What is risk and return? | Investments and retirement | Financial literacy | Khan Academy
So probably the main thing you will hear when you talk about investing is: What is the return that you got on your investment? Return on investment is often times, people will say ROI, and there's a lot of different ways of calculating it. But maybe the most basic way is to think about if you put $100 into an investment this year and then next year you got back $110. So you got a $10 return on top of your $100 that you invested. People would say that you got a 10% annual ROI or 10% return on investment annually.
Now, it can get more complicated depending on what type of an investment it is and how it pays you out over time, etc. But ROI is a really good thing to think about any investment you make. Generally speaking, you might say, "All right, if there's one thing that gives me 20% ROI or return on investment, that's better than something that gives me a 10% ROI." And if in terms of risk they're similar or the same, then that might very well be the case.
But it turns out that there's usually a trade-off between risk and return. You're usually not going to get a higher return for something that is equally as risky. If that were the case, everyone would invest in that thing and not the thing that's giving the lower return.
To just give an example of how you see that in the real world, you can think of very, very, very safe investments. For example, if you just have your money in a savings or checking account, you might get low single digits—1%, 2%, 3%—on your money depending on where interest rates are, which doesn't feel like a lot, but it's very, very, very safe. If it's less than $250,000 per person per account type, well then you are pretty much guaranteed to get your money back.
So, low risk and arguably low return. If you were to go slightly higher risk, you could do something like lend to the federal government. You lend to the federal government by buying treasury bonds and treasury bills, oftentimes T-bills for short. Now those are pretty much guaranteed to pay you what they say they're going to pay you. So you say, "Okay, why do I get slightly higher interest for that than I get on my checking account?"
Well, it's a little bit less convenient if you need your money right that second. Yes, you could sell those treasury bills or treasury bonds, but those prices do fluctuate. So you're only guaranteed to get the money plus the interest if you hold it all the way, all the way to however long that treasury bond or treasury bill was for. It might be for one year, two years, or 10 years, or whatever it is.

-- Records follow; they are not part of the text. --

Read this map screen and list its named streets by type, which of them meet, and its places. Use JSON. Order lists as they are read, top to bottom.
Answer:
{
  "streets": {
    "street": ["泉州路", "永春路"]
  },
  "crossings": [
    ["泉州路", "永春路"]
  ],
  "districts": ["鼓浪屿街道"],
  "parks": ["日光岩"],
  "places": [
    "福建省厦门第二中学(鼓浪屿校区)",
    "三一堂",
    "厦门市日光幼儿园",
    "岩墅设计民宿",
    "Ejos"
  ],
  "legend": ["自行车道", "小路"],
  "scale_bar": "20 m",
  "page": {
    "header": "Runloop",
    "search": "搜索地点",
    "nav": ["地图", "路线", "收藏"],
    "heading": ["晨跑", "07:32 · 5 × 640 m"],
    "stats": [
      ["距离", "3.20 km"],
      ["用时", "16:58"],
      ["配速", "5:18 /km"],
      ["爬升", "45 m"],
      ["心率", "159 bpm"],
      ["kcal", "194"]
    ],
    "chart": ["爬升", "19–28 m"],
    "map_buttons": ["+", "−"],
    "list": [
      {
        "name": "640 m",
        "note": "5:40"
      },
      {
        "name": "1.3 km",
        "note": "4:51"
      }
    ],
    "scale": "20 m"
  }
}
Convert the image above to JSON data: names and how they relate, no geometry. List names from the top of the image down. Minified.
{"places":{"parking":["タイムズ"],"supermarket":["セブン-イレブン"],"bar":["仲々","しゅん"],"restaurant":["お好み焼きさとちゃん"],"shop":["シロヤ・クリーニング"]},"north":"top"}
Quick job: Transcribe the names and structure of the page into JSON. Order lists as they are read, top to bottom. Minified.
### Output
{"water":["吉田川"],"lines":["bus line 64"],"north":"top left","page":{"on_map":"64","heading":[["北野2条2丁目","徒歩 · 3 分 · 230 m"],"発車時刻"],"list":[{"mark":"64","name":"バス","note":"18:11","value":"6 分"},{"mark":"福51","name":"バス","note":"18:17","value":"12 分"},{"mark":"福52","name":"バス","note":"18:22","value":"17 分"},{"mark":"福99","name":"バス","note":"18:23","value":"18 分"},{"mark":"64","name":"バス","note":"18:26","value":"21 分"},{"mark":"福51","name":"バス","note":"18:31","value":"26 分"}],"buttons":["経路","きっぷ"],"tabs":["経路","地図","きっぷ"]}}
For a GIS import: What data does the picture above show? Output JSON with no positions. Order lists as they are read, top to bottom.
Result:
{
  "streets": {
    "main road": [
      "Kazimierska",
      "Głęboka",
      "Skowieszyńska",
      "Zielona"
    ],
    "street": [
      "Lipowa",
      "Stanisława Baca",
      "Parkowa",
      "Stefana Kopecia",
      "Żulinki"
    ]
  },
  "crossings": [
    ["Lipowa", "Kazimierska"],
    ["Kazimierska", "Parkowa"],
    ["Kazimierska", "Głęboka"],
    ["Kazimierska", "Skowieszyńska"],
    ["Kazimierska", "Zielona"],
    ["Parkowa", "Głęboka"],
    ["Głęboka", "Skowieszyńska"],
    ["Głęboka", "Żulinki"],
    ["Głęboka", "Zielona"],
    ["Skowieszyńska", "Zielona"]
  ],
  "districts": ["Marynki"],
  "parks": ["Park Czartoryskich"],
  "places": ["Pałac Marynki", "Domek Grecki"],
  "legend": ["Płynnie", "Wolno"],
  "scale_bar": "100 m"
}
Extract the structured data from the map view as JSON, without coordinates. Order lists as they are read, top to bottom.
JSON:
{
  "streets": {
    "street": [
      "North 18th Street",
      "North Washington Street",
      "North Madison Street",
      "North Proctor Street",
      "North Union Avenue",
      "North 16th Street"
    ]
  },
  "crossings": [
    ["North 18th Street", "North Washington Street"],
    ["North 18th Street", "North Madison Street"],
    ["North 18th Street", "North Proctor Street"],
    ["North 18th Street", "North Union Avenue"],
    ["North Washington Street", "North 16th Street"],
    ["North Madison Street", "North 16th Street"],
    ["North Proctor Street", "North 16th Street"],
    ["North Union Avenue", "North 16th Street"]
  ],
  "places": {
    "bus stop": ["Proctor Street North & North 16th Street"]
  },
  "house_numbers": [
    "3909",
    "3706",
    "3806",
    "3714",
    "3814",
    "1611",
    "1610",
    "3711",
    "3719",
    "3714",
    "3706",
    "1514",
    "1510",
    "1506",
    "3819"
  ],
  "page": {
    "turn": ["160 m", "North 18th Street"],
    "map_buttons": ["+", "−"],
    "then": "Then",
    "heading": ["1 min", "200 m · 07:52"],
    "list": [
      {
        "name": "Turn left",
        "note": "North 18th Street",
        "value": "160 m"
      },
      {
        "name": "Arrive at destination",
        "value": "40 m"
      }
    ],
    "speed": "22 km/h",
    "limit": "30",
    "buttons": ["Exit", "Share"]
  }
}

There's a certain risk, not just for the price fluctuations, but also regarding how accessible that money is. For example, in that checking or savings account, if you want that money, you can usually get it within a business, within a working day—usually in a matter of hours. If you have a treasury bond or treasury bill, it's a little bit more complicated and you're going to have more of those price fluctuations.
Now, if you wanted to go up the risk and return ladder a little bit more, you could lend to other entities. You could lend to big safe companies. They will pay you higher interest than the federal government will, but there's a little bit more risk that they might not pay that loan back. Maybe they go out of business, maybe something dramatically negative happens to their business.
What you'll generally see is that as you go to riskier and riskier companies, they're going to pay higher and higher interest on their bonds. If you look at the stock market, where you're actually buying a share—when you buy a stock, you're buying a piece of the company—you'll normally see that the companies that feel pretty, pretty risky, they might feel like they could have a higher return, but they could also have a much higher loss as well.
While companies that are safer, in general speaking, you would expect to have lower risk and also lower return. So, it's important to think about return on investment when you make an investment. And it's very, very, very, very important to think about risk. I can't stress this enough.
How many people have explained, they're like, "Oh, I have a 30% guaranteed ROI investment." I'm like, "Okay, someone's lying to you." Because if it was 30% ROI guaranteed, you would have all of the major investment funds in the world just investing in that. Why would they let little old us invest, or your uncle? Why would they let you invest in that if it was really 30% guaranteed?
I would be very skeptical of people who say something like that. There's usually a risk that that person isn't thinking about, or that return is in some ways shady or fabricated, which also makes me feel that that whole proposition is even riskier. So, there are definitely ways that you can get 10%, 20%, 30% return, but it's usually associated with a decent dose of risk.
When you go into something like that, also think about the worst-case scenario. It's easy to dream about making all the money, but think about what would happen if you lost 30%, or 50%, or 80% of your money. How would you feel then? And then invest accordingly.